Work to be completed.
Please reproduce the records below exactly, omitting any pictures they contain.

(Dataset excerpts)
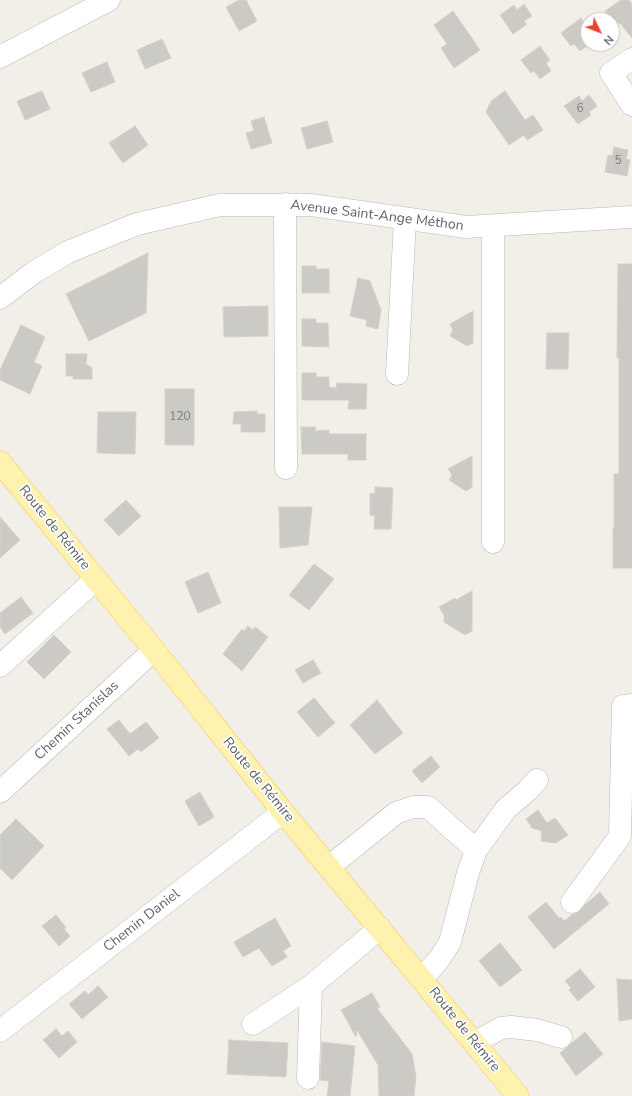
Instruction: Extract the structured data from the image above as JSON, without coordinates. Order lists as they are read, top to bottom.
{
  "streets": {
    "main road": ["Route de Rémire"],
    "street": ["Avenue Saint-Ange Méthon", "Chemin Stanislas", "Chemin Daniel"]
  },
  "crossings": [
    ["Route de Rémire", "Chemin Stanislas"],
    ["Route de Rémire", "Chemin Daniel"]
  ],
  "house_numbers": ["6", "5", "120"],
  "north": "bottom right"
}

Response box.
Instruction: Extract the structured data from the image above as JSON, without coordinates. Order lists as they are read, top to bottom.
{
  "streets": {
    "main road": ["Route de Rémire"],
    "street": ["Avenue Saint-Ange Méthon", "Chemin Stanislas", "Chemin Daniel"]
  },
  "crossings": [
    ["Route de Rémire", "Chemin Stanislas"],
    ["Route de Rémire", "Chemin Daniel"]
  ],
  "house_numbers": ["6", "5", "120"],
  "north": "bottom right"
}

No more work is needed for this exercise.